» **Requirement**
Search the records for the string "strong" and copy every line where it turns up.

» **Data to examine**
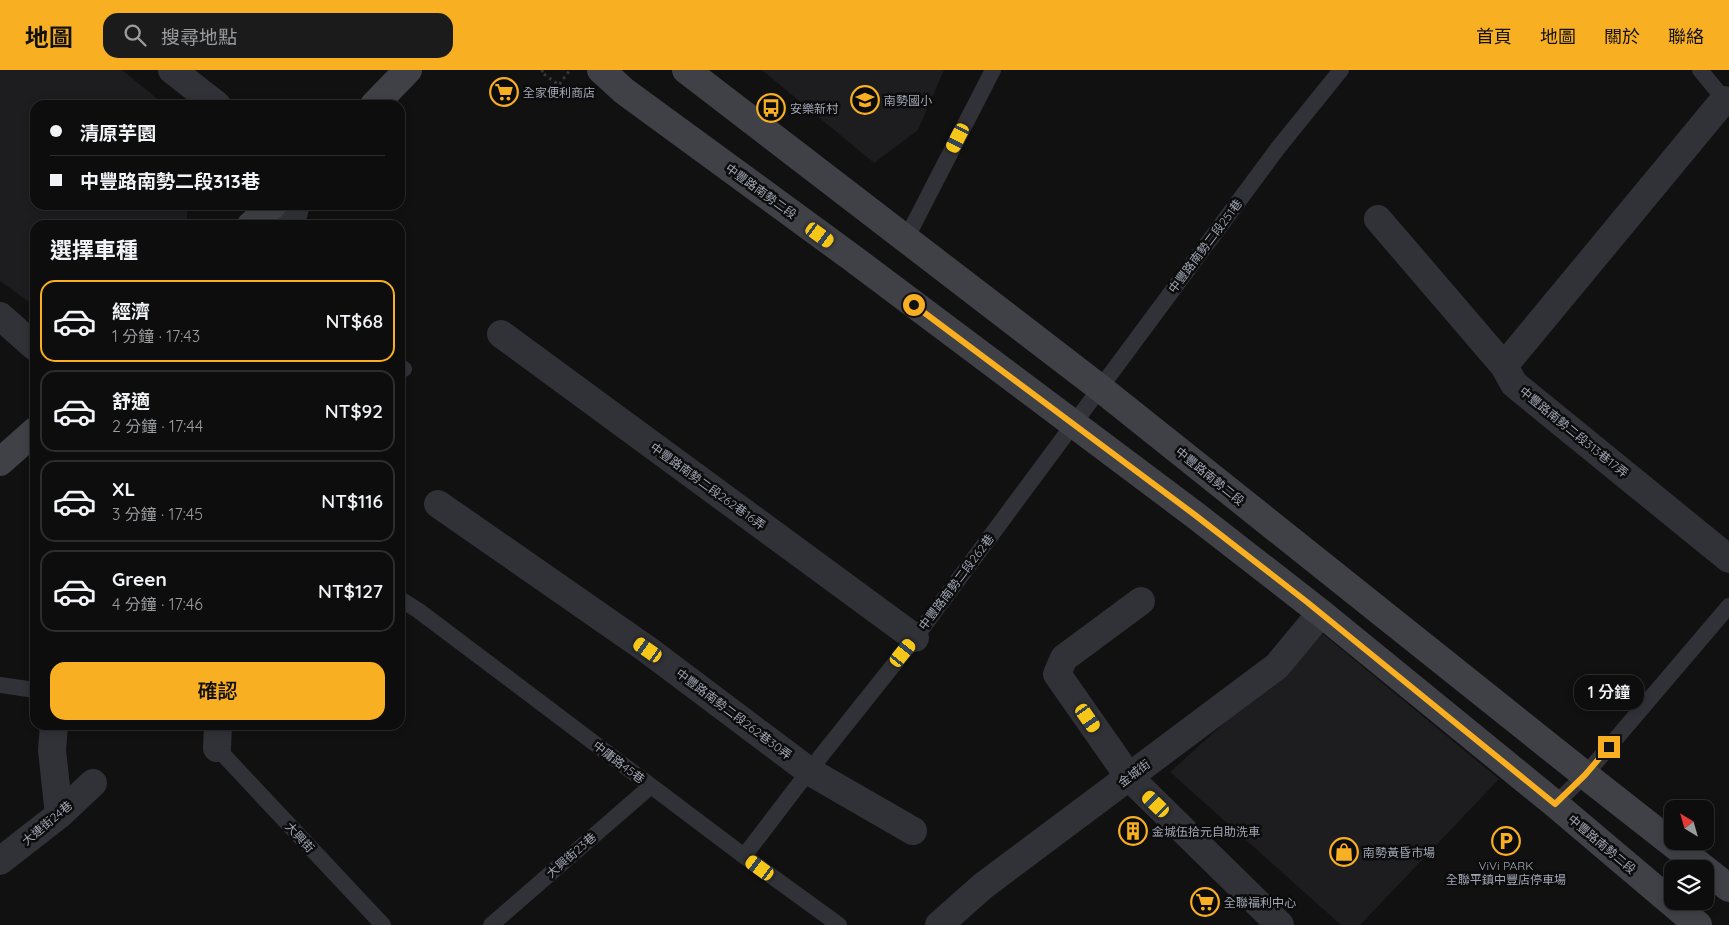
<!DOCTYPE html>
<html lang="zh-TW">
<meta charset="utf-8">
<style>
body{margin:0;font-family:Quicksand,"Noto Sans TC",sans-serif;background:#1b1b1c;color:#f1f3f6;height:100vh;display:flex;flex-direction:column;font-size:19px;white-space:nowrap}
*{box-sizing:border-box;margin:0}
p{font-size:16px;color:#9a9c9e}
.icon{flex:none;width:28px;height:28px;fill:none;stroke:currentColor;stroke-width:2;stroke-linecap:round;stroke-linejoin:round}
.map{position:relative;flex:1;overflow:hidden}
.sheet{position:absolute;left:30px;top:150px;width:375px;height:510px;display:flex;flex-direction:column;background:#0d0d0e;border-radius:15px;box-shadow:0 2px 8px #0003,0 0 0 1px #2d2d2e}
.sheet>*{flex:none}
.hud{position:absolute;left:30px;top:30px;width:375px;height:110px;border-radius:15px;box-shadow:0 2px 8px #0003,0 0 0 1px #2d2d2e;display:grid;align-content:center;height:110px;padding:0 20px;background:#0d0d0e}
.needle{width:32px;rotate:323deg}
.controls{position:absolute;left:1664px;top:730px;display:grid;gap:10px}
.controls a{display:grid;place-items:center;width:50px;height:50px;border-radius:10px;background:#0d0d0e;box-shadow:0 2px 8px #0003,0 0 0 1px #2d2d2e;font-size:25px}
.end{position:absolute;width:22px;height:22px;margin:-11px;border:6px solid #f9af22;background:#111;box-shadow:0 0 0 2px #111}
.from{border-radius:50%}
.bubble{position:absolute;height:35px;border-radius:15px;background:#0d0d0e;box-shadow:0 2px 8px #0003,0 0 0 1px #2d2d2e;font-size:16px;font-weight:600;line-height:35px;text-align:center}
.car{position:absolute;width:15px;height:30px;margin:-15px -8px;border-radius:6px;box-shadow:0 0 4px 1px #0007;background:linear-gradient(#f5c518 24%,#345 0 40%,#f5c518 0 76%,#345 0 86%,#f5c518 0)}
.hud b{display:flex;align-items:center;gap:18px;height:48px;font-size:19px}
.hud b+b{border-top:1px solid #2d2d2e}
.hud i{width:12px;height:12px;background:#f1f3f6}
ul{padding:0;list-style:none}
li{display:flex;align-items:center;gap:15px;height:82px;margin:0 10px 8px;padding:0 10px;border:2px solid #2d2d2e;border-radius:15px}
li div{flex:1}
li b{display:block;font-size:19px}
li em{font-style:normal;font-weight:600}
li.on{border-color:#f9af22}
li>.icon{width:45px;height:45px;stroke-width:1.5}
h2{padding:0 20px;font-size:22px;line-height:60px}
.cta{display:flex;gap:10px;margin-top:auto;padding:10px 20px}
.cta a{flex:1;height:58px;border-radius:15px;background:#f9af22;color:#111;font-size:20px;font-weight:600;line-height:58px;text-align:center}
header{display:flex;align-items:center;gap:30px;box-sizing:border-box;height:70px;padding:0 25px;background:#f9af22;color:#111}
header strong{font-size:24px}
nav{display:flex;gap:28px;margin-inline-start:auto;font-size:18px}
.search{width:350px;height:45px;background:#1b1b1c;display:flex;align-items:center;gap:12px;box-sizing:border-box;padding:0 18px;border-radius:15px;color:#9a9c9e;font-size:19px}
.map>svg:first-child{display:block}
</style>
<header>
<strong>地圖</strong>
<div class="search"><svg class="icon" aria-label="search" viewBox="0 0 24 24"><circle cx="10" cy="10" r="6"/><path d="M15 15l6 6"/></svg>搜尋地點</div>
<nav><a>首頁</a><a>地圖</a><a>關於</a><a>聯絡</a></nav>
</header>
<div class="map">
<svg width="1729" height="855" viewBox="0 0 1729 855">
<rect width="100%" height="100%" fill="#111112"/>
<path fill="#1d1d1f" d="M0,0H122L165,35H35V135H187V155H35V236L0,211Z
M762,0H944L918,60L874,93Z
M1323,564L1499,709L1360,855H1341L1170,702Z"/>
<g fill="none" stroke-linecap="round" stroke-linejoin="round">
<path stroke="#37393e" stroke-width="3" stroke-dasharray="2.5 4" stroke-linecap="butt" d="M543,0L541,2L559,15L570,0"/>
<path stroke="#313237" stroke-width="16" d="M1700,0L1729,35
M906,169L993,0
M400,297L404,299
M400,529L419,541L744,786L839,855
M0,615L35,620
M217,678L383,855
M1555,734L1585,705L1729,536
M744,786L809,701L915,568L1278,78L1341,0
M491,855L651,716"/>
<path stroke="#313237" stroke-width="28" d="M172,0L217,35
M1378,149L1504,296L1514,314L1729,489
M290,155L296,135
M0,246L35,277
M501,264L915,568
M1504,296L1724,30
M438,434L648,580L809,701L913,761
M1141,531L1064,588L1057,604L1129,707L1280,855
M54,655L52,680L59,745
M217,678L218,655
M0,791L59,745L93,713
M939,855L983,816L1277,596L1321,543"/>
<path stroke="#3f4147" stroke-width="28" d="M601,0L624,21L851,187L1195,445L1321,543L1555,734L1698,855
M686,0L1100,318L1585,705L1729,818
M374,35L408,0
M251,155L273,135
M0,392L35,361"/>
</g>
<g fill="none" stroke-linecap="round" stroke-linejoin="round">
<path stroke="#f9af22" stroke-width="6" d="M914,235L1195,445L1307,532L1555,734L1585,705L1609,677"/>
</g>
<defs>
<symbol id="supermarket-ring" viewBox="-11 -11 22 22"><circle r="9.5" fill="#0c0c0d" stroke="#f9af22" stroke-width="1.5"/><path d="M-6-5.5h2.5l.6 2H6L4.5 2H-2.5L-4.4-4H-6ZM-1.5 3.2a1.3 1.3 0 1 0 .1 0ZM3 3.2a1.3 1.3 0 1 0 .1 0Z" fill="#f9af22"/></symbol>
<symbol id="school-ring" viewBox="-11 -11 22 22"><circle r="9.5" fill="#0c0c0d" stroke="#f9af22" stroke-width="1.5"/><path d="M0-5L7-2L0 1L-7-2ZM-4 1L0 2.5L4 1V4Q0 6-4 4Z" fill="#f9af22"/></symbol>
<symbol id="bus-ring" viewBox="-11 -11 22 22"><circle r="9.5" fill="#0c0c0d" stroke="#f9af22" stroke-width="1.5"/><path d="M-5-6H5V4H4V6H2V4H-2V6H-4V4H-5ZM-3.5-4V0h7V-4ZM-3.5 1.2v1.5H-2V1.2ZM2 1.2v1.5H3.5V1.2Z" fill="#f9af22"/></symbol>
<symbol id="building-ring" viewBox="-11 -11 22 22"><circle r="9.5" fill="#0c0c0d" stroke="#f9af22" stroke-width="1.5"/><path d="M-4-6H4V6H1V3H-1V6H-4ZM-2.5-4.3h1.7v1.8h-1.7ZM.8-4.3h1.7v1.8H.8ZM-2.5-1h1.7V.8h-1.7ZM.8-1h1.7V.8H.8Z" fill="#f9af22"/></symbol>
<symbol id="parking-ring" viewBox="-11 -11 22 22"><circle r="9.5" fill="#0c0c0d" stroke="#f9af22" stroke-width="1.5"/><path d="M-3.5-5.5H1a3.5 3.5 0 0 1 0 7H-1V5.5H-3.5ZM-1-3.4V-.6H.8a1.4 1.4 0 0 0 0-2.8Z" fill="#f9af22"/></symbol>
<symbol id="shop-ring" viewBox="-11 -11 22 22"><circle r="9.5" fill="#0c0c0d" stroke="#f9af22" stroke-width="1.5"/><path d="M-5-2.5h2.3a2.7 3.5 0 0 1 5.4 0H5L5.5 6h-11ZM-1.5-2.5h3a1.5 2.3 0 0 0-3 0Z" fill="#f9af22"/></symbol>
</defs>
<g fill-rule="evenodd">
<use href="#supermarket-ring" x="488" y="6" width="32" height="32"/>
<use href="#school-ring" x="849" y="14" width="32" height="32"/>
<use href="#bus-ring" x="755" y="22" width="32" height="32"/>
<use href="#building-ring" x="1117" y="745" width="32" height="32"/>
<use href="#parking-ring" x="1490" y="755" width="32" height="32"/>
<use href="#shop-ring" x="1328" y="766" width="32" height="32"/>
<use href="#supermarket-ring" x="1189" y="816" width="32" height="32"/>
</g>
<g text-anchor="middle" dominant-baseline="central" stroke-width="5" stroke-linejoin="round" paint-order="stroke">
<g font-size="12" fill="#a1a7b4" stroke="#0c0c0d" text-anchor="start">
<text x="523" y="22">全家便利商店</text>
<text x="884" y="30">南勢國小</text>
<text x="790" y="38">安樂新村</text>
<text x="1152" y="761">金城伍拾元自助洗車</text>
<text x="1363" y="782">南勢黃昏市場</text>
<text x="1506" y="795" text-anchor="middle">ViVi PARK<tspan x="1506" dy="14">全聯平鎮中豐店停車場</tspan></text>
<text x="1224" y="832">全聯福利中心</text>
</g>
<g font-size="12" fill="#a1a7b4" stroke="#0c0c0d">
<text transform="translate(761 121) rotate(36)">中豐路南勢二段</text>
<text transform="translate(1205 176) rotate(-53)">中豐路南勢二段251巷</text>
<text transform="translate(1574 362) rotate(39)">中豐路南勢二段313巷17弄</text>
<text transform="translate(1210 406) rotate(39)">中豐路南勢二段</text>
<text transform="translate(708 416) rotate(36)">中豐路南勢二段262巷16弄</text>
<text transform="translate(956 512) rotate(-53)">中豐路南勢二段262巷</text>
<text transform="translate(734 644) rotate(37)">中豐路南勢二段262巷30弄</text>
<text transform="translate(619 692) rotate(37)">中庸路45巷</text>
<text transform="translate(1134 703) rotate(-37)">金城街</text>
<text transform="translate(47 753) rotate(-40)">大連街24巷</text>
<text transform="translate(300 767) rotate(47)">大興街</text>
<text transform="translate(1602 774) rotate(40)">中豐路南勢二段</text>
<text transform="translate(571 785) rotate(-41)">大興街23巷</text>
</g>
</g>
</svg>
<div class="controls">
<a><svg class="needle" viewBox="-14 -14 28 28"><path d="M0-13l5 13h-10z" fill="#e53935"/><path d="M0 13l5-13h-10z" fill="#9a9c9e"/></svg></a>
<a><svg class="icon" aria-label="layers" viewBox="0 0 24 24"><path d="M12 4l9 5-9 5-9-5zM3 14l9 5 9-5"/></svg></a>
</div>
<i class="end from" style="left:914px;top:235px"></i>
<i class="end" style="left:1609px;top:677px"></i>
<div class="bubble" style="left:1574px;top:605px;width:70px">1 分鐘</div>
<i class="car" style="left:958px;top:68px;rotate:207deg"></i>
<i class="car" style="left:820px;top:165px;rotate:126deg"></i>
<i class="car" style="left:648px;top:580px;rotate:305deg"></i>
<i class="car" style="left:903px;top:583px;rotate:39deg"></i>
<i class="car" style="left:1088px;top:648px;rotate:145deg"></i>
<i class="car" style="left:1156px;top:734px;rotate:314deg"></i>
<i class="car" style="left:760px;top:798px;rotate:306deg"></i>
<div class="hud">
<b><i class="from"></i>清原芋園</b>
<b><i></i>中豐路南勢二段313巷</b>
</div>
<section class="sheet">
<h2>選擇車種</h2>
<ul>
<li class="on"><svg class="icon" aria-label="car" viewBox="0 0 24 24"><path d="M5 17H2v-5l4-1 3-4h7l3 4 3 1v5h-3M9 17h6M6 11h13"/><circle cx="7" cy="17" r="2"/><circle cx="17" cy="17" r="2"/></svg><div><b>經濟</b><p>1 分鐘 · 17:43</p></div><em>NT$68</em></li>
<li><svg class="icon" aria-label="car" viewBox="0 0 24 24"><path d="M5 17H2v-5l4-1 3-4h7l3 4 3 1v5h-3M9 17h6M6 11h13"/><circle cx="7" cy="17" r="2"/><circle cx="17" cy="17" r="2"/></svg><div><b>舒適</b><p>2 分鐘 · 17:44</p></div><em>NT$92</em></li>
<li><svg class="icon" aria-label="car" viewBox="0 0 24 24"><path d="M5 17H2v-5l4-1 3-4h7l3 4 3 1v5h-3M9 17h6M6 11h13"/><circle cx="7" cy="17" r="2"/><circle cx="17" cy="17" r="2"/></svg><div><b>XL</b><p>3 分鐘 · 17:45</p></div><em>NT$116</em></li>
<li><svg class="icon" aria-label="car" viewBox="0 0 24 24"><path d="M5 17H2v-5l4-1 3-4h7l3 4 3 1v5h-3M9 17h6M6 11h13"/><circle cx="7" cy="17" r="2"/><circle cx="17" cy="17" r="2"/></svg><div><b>Green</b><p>4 分鐘 · 17:46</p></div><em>NT$127</em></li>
</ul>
<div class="cta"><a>確認</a></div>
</section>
</div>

» **Answer for this exercise**
header strong{font-size:24px}
<strong>地圖</strong>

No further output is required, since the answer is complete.